Ethereum alone encompasses ERC-20s, NFTs, DAOs, Mainnet, L2s, bridges, onramps, offramps and a slew of other primitives composing its current ecosystem. That doesn’t even begin to encompass things like ERC-4337, which despite being analogous to Ethereum’s existing transaction model will have profound implications at the UX layer. And then of course, people don’t want to use just Ethereum, but also other L1s like Cosmos, Solana, and Avalanche. This has created a fragmented user experience across web3 that compromises user safety. When users are required to navigate multiple interfaces, it increases the risk of mistakes and makes them more vulnerable to malicious actors.
“...the solution is more developer and user agency, not less.”
The solution is, naturally, to create a universal web3 interface. But how can this be achieved? If a single organization were to unilaterally create such an interface, it would just replicate the incentive structure and results of web2 applications. We believe that it is, fortunately, impossible for this to occur for the foreseeable future; even if it could, no corporation would develop the expertise necessary to enable people to safely exercise their digital authority across such a wide range of domains.
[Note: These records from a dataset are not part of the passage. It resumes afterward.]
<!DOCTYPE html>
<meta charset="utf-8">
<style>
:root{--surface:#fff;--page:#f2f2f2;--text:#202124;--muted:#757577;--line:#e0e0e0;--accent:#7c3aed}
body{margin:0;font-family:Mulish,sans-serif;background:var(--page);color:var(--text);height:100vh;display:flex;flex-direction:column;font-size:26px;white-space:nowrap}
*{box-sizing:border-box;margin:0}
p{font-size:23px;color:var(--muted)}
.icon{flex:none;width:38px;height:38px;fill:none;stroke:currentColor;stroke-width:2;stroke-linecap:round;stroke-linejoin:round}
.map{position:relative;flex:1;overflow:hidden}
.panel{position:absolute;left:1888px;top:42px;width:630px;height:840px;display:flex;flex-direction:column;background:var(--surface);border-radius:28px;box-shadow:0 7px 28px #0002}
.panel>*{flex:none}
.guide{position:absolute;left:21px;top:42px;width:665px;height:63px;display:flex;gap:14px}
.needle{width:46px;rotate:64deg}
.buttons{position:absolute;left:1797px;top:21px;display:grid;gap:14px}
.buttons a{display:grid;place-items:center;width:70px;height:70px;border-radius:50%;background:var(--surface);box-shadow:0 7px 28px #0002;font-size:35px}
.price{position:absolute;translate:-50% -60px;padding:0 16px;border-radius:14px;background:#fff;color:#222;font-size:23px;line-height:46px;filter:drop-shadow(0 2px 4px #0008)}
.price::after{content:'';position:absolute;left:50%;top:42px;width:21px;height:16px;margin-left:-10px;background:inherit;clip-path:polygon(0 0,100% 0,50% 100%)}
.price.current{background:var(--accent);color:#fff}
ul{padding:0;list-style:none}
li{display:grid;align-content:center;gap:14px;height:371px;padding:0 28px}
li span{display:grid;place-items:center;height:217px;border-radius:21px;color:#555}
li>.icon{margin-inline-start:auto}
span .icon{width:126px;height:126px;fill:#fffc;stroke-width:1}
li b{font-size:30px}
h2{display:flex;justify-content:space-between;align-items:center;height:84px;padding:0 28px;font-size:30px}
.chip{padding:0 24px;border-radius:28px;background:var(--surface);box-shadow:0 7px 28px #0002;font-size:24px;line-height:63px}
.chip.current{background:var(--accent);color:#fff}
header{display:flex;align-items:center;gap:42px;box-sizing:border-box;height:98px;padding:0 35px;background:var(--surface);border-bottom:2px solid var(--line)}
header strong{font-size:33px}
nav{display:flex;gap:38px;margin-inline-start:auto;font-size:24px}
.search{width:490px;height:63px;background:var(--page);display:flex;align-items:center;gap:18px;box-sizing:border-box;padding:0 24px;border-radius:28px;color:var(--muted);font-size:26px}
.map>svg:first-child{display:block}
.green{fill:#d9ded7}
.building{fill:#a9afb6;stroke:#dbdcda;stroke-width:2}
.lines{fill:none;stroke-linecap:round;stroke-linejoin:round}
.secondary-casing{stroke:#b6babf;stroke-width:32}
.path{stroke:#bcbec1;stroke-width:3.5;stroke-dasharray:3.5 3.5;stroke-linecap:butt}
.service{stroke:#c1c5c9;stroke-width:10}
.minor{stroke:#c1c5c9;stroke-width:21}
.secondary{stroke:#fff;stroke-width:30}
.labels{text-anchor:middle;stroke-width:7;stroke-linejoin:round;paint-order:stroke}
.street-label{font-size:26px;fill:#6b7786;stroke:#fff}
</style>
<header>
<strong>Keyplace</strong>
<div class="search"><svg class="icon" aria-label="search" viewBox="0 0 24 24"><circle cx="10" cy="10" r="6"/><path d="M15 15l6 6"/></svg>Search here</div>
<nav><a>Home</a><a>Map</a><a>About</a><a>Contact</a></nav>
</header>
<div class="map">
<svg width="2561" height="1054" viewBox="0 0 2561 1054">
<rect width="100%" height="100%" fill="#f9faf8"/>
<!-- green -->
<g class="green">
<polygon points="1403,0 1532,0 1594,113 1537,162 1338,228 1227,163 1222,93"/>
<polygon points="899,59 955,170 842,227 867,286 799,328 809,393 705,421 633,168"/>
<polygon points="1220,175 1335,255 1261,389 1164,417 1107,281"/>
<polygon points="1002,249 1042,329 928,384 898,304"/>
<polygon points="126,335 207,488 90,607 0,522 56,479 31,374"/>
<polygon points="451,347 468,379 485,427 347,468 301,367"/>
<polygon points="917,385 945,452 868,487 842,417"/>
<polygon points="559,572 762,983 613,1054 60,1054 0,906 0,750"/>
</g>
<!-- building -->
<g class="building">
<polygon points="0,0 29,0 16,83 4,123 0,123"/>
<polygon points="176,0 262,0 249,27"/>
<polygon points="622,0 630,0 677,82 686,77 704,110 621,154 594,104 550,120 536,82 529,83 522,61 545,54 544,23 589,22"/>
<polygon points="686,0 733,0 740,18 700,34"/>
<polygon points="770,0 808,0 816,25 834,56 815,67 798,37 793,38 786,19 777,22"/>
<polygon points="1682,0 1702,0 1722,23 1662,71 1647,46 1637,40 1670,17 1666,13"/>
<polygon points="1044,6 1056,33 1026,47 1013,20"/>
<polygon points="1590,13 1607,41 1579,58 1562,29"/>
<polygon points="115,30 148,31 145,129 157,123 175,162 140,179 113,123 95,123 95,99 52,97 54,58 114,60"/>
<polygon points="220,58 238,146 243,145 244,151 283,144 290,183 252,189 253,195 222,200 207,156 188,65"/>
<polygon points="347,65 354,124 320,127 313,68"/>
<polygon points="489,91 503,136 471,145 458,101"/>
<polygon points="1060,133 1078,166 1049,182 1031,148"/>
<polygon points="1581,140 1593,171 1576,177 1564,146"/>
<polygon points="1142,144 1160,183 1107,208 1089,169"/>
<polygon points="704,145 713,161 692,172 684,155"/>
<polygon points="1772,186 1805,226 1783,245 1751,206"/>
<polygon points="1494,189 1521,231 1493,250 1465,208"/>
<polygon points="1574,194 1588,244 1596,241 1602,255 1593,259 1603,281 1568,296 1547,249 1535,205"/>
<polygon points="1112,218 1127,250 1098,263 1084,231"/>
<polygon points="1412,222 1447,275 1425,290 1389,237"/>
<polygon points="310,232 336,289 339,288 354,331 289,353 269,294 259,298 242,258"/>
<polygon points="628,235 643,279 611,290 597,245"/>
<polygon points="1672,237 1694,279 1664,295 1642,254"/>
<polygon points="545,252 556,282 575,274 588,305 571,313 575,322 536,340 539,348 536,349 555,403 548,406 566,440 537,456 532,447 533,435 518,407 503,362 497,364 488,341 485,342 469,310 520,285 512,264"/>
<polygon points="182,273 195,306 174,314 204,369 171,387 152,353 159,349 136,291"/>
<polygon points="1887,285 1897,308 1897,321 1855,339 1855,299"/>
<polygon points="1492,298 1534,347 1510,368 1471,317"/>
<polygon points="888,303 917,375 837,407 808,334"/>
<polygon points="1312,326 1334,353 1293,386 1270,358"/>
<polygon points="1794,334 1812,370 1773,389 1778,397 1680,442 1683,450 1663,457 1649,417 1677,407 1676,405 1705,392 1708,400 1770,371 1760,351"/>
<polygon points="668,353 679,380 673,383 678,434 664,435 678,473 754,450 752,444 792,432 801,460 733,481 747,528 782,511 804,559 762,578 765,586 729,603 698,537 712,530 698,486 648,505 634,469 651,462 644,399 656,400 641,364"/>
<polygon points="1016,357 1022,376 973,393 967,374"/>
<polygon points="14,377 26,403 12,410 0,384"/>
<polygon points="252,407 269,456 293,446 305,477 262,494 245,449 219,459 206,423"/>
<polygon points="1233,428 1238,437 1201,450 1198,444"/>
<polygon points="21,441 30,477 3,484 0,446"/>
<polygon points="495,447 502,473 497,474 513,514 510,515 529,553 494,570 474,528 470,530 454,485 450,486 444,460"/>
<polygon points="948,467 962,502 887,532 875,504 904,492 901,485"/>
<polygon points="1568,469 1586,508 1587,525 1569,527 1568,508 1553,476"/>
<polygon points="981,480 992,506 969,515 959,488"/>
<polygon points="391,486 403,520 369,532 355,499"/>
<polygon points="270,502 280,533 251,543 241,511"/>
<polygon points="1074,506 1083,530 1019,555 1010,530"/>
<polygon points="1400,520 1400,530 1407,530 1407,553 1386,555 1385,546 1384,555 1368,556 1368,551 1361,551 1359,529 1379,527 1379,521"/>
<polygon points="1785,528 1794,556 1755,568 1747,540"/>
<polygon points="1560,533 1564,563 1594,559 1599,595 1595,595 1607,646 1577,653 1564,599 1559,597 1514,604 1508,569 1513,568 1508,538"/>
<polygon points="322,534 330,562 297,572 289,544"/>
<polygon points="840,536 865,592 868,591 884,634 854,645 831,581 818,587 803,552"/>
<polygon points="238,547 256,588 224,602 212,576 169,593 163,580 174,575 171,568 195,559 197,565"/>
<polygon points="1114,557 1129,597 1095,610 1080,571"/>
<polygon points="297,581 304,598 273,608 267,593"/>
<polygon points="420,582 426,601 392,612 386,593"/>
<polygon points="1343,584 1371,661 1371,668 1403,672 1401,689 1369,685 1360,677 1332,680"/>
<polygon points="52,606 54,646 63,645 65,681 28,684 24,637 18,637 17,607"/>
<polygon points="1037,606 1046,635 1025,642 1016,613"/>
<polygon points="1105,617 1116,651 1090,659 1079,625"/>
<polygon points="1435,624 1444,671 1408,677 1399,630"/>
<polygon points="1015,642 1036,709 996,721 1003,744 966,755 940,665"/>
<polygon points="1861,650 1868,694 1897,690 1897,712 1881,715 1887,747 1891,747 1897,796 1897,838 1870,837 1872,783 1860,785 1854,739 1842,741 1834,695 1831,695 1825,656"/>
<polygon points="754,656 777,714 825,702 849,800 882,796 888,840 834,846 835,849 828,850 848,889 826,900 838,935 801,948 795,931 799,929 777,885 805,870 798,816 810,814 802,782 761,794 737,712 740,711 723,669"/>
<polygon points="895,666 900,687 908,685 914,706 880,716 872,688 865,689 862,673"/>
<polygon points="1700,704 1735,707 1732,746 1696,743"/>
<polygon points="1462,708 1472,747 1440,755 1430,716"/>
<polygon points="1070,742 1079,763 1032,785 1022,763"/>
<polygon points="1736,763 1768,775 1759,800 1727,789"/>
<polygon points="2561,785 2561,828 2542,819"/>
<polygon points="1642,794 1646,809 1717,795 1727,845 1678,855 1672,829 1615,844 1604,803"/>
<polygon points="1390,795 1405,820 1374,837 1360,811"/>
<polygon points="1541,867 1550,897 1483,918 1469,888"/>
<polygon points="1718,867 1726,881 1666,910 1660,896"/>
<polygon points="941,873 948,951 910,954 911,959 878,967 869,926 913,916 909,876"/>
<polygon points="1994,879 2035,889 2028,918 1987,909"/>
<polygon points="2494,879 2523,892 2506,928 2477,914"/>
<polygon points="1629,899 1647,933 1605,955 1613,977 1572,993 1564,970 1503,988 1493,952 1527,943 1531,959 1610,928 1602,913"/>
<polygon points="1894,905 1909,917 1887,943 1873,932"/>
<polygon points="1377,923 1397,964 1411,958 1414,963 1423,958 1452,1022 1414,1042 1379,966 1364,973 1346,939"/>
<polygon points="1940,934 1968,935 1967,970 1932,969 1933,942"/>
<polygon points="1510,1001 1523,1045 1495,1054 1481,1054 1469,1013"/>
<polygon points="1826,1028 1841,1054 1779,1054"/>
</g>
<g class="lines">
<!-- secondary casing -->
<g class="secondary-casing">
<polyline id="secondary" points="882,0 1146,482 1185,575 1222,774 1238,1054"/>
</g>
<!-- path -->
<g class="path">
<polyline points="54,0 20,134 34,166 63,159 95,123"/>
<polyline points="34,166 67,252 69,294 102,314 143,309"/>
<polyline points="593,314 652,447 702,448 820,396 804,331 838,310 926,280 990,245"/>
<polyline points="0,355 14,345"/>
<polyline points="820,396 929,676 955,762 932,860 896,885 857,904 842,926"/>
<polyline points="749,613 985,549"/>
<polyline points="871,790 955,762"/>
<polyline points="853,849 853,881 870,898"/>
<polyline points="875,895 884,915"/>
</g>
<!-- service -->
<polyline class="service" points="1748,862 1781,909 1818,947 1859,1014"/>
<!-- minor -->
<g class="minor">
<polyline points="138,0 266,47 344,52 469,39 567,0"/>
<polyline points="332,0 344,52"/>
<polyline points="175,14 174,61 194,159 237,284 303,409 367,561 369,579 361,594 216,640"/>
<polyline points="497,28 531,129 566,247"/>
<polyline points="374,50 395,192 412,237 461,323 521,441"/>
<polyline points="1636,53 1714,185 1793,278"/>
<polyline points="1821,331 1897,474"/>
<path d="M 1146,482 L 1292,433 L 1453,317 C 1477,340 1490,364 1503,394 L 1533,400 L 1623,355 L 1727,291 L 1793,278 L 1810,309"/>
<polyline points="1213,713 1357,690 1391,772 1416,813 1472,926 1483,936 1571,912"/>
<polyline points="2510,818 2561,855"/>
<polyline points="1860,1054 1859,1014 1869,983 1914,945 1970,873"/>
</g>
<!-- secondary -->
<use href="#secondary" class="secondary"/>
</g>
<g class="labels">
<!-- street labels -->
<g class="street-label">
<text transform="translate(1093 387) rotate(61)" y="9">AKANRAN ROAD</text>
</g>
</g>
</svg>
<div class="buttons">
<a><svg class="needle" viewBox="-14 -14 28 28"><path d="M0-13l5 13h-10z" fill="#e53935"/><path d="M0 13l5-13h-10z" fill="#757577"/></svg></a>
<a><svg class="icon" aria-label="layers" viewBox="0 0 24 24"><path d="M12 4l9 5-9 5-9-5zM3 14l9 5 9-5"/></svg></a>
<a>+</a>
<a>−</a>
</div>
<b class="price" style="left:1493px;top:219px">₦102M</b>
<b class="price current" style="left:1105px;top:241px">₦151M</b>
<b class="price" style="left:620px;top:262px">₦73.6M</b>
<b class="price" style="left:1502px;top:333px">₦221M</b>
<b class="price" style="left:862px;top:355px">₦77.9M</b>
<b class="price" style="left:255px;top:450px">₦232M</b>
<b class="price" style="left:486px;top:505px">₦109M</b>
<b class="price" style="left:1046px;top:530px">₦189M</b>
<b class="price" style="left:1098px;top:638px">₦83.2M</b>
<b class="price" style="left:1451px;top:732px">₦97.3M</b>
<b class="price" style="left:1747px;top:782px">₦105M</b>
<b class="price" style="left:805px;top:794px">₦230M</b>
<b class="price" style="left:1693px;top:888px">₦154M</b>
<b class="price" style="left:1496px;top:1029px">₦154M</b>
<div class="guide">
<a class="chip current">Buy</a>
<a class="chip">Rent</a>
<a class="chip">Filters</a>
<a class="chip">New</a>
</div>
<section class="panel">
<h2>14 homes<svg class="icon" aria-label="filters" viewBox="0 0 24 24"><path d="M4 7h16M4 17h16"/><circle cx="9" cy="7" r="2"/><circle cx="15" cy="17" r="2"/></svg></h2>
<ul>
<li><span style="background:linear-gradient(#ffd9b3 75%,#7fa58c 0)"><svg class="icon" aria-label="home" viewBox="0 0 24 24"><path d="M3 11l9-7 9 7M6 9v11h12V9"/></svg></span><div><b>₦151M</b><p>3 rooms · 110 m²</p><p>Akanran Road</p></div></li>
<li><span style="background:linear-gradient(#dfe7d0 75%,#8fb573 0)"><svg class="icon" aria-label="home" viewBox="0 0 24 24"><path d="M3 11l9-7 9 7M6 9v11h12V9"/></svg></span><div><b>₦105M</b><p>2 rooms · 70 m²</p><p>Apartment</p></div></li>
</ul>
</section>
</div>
Instead of repeating the mistakes of web2, wallets need to take a lesson from web browsers and become vehicles for the ambitions of our communities. Rather than attempting to impose a one-size-fits-all solution, we must create an environment where developers have the freedom to innovate and cater to the specific needs and preferences of their users. In other words, the solution is more developer and user agency, not less.
“MetaMask Snaps… is an extensibility system for MetaMask that enables anyone to extend the functionality of the wallet, at runtime, without our permission.”
Enter MetaMask Snaps. Snaps is an extensibility system for MetaMask that enables anyone to extend the functionality of the wallet, at runtime, without our permission. In the initial version of the system, we are curating the list of available Snaps. In the future, anyone will be able to create and publish a Snap, and anyone will be able to install it. Snaps is the means by which MetaMask will become a universal web3 interface, all while granting all MetaMask users far greater control over their wallets. We are able to do this by means of cutting-edge JavaScript developed with our partners at Agoric. You can learn more about the story of Snaps in this post by Dan Finlay.
MetaMask Snaps is the essence of what we call permissionless innovation (PI). Generally speaking, PI refers to the ability of developers and users to create decentralized applications without the approval of centralized actors. Its purpose is to give people more control over their digital lives.
Snaps is a concrete instantiation of a PI strategy that combines the economic incentives with the technical means to safely expand the agency of all MetaMask users. We hope that the release of MetaMask Snaps marks the beginning of an era of safely extensible computing, where people rather than platforms will own their data and social networks.
We have much more to share about the road to making MetaMask Snaps fully permissionless, and are excited to invite you on this journey of co-creating the wallet with you. Together we can break out of the shopping mall that has been erected around us, and venture into the unexplored territory that lies beyond.